**TASK INSTRUCTIONS**:
Please return every line of the records that contains the word "radius".

**AVAILABLE RECORDS**:
::::

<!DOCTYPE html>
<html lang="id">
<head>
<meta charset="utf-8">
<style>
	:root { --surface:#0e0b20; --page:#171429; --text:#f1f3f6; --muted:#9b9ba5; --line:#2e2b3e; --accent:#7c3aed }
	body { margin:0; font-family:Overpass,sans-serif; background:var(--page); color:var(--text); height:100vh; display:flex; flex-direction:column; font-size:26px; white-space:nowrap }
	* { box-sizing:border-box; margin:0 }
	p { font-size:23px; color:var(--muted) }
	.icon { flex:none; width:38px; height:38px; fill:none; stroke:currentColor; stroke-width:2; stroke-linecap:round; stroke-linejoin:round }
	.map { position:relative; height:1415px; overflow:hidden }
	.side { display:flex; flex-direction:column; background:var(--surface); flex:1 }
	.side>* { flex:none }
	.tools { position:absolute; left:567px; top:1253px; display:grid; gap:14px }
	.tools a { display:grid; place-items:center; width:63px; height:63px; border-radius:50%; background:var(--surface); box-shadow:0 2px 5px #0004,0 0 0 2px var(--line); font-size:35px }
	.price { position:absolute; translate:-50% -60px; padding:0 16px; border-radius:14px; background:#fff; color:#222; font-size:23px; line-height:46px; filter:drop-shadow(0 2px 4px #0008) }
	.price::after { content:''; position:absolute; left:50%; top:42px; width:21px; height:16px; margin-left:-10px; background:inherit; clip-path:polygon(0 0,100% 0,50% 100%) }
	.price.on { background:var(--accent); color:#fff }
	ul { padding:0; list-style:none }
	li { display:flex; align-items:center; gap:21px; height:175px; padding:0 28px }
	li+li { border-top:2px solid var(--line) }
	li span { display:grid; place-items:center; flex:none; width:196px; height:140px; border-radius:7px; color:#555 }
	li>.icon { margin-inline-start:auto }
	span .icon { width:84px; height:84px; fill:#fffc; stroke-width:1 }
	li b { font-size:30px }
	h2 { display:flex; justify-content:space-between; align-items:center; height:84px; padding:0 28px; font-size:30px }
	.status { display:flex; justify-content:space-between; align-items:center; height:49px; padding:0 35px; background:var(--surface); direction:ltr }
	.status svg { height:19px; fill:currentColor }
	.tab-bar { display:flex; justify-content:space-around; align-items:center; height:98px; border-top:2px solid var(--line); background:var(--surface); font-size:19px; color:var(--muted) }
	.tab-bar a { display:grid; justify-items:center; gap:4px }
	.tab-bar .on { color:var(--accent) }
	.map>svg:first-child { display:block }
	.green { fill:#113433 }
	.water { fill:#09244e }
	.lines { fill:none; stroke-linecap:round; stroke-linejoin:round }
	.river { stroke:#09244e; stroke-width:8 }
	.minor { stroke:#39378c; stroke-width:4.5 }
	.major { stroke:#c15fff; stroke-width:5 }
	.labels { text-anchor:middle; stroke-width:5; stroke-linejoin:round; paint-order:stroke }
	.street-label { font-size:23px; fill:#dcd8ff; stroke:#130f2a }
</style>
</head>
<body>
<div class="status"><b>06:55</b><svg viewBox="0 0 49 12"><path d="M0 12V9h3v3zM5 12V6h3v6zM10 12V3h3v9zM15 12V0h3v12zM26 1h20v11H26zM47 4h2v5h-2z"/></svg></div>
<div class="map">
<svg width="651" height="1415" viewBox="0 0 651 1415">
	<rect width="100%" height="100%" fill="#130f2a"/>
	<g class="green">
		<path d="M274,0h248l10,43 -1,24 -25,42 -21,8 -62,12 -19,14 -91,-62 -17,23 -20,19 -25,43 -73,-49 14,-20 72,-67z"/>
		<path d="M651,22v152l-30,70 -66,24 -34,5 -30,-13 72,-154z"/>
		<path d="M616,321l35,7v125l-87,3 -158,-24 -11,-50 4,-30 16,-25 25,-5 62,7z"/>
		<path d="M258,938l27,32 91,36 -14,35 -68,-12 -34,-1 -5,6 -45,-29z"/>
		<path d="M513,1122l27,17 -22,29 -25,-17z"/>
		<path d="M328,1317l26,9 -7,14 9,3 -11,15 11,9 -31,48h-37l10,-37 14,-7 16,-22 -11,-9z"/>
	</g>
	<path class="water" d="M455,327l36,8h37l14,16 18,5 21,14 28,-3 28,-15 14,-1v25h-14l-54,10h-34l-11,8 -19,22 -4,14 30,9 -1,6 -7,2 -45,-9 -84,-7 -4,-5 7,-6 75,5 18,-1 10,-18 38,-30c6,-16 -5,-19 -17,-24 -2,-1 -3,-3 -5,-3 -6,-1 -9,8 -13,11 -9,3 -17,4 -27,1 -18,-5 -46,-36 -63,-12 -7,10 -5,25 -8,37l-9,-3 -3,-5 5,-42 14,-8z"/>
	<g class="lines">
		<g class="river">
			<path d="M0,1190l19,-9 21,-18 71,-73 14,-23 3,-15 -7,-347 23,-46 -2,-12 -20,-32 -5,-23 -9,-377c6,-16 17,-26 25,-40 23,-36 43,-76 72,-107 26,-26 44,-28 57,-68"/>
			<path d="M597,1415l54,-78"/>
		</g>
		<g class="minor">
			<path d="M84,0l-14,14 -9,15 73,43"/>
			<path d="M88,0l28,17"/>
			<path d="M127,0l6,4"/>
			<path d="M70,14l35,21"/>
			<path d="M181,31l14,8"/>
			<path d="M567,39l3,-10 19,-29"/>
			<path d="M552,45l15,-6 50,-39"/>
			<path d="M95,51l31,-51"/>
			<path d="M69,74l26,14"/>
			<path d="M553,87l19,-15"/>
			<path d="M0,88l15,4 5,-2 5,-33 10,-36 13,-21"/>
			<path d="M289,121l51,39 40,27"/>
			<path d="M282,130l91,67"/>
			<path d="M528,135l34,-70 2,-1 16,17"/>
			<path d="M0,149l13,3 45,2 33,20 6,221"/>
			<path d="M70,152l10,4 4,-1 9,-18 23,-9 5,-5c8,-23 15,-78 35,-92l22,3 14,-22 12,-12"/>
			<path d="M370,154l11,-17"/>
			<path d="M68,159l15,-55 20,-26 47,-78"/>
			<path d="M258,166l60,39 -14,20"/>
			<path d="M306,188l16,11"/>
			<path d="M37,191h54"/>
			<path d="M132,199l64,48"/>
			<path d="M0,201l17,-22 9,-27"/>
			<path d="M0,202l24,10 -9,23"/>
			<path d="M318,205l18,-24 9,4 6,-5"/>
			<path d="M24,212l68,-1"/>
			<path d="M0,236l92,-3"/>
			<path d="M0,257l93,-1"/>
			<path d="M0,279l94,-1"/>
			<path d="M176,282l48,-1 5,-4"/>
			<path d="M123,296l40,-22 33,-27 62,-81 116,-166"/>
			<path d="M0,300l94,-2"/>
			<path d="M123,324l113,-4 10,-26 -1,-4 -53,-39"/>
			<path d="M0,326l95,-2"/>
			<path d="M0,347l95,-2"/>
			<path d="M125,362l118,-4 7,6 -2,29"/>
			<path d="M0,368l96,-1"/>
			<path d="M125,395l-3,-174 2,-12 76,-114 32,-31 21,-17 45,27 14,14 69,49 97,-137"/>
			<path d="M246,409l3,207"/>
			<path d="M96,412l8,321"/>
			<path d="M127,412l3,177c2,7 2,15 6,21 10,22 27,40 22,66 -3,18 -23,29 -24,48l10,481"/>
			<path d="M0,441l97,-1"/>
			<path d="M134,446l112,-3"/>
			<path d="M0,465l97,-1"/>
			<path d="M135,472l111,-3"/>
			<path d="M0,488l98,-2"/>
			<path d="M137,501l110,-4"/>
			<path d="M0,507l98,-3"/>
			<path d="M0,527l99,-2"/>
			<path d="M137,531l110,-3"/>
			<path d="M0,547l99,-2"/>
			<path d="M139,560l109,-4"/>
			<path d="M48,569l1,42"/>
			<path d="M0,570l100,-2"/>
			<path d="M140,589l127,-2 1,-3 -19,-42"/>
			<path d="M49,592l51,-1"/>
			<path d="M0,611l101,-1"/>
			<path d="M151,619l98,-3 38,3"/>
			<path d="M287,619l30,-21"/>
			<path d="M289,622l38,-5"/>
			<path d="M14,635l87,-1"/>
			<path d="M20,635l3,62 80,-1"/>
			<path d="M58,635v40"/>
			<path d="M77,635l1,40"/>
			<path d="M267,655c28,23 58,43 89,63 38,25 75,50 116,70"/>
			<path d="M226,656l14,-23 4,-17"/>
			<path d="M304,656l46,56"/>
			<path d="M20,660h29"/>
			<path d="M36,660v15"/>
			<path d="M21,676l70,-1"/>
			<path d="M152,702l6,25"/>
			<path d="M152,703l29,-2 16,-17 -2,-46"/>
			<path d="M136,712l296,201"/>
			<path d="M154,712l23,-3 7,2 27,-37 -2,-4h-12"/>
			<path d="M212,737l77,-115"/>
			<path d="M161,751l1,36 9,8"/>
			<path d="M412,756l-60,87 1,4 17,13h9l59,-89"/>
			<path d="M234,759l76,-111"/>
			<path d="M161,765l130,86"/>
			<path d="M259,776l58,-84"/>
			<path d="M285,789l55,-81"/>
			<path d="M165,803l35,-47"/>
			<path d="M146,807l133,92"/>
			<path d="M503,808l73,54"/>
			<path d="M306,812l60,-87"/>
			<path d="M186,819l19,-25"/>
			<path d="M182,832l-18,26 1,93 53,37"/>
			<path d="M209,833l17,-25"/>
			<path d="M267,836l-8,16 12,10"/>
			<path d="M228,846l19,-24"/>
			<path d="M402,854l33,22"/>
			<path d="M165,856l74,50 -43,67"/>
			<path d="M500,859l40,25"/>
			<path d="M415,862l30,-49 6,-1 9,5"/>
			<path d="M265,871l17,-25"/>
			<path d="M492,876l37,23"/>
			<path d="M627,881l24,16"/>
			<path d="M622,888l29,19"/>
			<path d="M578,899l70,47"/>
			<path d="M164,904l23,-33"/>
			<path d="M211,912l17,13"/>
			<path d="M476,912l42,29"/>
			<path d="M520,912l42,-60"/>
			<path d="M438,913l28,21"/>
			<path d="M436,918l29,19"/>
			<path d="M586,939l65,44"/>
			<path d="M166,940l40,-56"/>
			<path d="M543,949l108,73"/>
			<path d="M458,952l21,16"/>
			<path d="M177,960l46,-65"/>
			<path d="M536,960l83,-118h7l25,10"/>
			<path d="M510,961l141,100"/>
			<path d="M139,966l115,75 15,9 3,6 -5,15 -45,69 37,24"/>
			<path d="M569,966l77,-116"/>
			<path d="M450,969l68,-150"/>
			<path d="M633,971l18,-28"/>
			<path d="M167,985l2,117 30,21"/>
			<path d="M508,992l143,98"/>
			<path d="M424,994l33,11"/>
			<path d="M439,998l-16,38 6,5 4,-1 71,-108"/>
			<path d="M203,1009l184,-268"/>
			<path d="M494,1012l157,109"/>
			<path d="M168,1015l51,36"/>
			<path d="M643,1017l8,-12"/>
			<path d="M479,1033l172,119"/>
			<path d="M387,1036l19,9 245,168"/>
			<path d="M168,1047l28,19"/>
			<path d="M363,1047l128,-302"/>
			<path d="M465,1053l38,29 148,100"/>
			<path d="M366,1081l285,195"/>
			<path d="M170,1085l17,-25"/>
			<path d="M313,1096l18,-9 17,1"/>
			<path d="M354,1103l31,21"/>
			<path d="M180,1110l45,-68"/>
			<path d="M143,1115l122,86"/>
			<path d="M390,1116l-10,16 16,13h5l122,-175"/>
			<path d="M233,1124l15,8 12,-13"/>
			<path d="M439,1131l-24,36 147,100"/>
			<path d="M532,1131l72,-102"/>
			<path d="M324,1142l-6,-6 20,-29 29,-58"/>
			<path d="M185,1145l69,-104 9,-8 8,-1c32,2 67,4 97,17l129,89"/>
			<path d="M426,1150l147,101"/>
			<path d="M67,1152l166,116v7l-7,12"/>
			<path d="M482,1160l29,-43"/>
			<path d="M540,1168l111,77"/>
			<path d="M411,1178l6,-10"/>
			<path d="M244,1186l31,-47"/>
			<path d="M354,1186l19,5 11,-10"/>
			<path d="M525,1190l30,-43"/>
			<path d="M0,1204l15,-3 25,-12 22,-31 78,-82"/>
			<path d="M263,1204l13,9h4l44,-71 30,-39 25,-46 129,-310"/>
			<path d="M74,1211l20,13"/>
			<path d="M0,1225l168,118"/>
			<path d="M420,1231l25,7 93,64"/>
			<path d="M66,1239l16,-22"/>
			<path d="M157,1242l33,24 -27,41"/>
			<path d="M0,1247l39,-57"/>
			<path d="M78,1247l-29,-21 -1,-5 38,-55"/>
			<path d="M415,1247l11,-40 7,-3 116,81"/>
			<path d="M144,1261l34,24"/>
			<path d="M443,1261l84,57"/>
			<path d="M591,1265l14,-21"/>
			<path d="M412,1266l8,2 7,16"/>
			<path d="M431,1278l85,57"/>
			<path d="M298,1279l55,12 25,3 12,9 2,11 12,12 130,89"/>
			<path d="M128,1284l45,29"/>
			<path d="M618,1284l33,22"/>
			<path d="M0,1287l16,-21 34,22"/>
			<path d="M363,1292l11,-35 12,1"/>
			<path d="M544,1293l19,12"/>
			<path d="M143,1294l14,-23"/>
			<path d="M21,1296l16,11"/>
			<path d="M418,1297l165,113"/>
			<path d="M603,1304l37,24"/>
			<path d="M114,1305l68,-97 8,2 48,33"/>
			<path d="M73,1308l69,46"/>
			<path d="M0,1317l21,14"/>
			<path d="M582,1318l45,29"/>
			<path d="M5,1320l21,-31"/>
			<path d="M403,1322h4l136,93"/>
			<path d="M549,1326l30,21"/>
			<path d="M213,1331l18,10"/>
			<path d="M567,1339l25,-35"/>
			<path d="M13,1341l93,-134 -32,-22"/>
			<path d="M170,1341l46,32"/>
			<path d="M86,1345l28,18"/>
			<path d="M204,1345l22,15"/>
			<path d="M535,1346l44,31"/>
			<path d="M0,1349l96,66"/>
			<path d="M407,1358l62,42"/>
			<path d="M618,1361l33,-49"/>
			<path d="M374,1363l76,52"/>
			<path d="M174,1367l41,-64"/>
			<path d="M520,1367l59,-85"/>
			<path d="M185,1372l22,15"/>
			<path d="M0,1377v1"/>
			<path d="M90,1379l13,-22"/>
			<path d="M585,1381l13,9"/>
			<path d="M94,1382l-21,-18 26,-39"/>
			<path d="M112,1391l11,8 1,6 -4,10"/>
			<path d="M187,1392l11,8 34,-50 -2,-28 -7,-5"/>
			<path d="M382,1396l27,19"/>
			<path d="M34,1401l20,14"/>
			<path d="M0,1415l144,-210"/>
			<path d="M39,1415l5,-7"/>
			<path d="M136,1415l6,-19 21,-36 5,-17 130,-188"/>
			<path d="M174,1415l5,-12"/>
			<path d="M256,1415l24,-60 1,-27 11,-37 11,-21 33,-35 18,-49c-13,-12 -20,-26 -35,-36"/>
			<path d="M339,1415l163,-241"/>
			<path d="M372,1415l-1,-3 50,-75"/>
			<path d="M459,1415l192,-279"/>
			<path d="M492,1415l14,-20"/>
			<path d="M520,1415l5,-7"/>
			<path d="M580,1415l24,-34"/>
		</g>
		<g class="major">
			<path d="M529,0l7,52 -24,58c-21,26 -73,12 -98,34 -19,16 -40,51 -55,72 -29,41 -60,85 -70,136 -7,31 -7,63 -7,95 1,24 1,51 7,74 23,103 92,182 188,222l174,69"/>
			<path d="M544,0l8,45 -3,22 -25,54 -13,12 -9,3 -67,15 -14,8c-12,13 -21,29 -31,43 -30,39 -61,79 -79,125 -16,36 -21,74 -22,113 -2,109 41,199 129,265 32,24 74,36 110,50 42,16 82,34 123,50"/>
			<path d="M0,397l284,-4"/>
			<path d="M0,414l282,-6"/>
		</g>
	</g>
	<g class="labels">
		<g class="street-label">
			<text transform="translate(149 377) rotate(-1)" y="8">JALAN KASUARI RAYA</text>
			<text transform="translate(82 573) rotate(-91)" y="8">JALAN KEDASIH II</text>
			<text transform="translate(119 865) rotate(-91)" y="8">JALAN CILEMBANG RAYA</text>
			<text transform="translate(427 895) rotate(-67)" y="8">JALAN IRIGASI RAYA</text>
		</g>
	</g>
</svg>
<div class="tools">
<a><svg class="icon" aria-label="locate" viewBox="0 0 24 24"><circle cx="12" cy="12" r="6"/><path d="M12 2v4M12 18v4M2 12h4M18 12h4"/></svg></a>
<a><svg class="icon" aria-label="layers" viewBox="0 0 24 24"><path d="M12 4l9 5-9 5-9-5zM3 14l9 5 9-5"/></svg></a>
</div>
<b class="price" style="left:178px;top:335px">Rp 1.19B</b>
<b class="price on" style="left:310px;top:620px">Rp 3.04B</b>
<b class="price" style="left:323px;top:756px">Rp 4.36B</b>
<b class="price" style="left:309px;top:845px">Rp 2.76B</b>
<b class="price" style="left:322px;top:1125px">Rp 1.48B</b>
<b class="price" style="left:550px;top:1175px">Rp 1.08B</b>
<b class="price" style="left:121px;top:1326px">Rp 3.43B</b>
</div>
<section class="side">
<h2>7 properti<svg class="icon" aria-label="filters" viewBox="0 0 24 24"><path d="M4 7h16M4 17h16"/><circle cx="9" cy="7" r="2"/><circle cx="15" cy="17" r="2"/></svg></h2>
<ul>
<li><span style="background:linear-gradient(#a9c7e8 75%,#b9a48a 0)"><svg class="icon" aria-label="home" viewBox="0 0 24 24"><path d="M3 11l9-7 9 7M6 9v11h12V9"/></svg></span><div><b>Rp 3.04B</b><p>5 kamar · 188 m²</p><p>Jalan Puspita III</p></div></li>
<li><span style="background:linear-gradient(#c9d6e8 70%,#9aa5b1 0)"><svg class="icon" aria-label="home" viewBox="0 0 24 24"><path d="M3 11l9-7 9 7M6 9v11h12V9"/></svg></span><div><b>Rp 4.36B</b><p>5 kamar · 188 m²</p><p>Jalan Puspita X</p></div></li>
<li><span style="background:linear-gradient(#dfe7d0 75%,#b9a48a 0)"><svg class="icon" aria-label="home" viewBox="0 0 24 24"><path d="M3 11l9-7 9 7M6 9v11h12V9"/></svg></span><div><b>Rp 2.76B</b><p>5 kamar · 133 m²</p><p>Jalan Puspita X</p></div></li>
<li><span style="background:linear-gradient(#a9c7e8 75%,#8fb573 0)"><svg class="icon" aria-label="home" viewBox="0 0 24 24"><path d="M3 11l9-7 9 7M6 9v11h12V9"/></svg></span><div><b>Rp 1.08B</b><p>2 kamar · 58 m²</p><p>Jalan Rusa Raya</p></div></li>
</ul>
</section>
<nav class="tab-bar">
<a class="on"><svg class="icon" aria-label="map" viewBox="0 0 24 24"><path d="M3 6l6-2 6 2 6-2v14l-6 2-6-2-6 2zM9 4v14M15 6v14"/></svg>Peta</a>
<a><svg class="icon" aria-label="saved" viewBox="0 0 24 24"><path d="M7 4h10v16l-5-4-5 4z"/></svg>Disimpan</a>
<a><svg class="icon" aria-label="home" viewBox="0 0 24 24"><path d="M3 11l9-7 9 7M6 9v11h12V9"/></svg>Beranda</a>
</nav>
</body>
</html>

::::

**TASK ANSWER**:
	.tools a { display:grid; place-items:center; width:63px; height:63px; border-radius:50%; background:var(--surface); box-shadow:0 2px 5px #0004,0 0 0 2px var(--line); font-size:35px }
	.price { position:absolute; translate:-50% -60px; padding:0 16px; border-radius:14px; background:#fff; color:#222; font-size:23px; line-height:46px; filter:drop-shadow(0 2px 4px #0008) }
	li span { display:grid; place-items:center; flex:none; width:196px; height:140px; border-radius:7px; color:#555 }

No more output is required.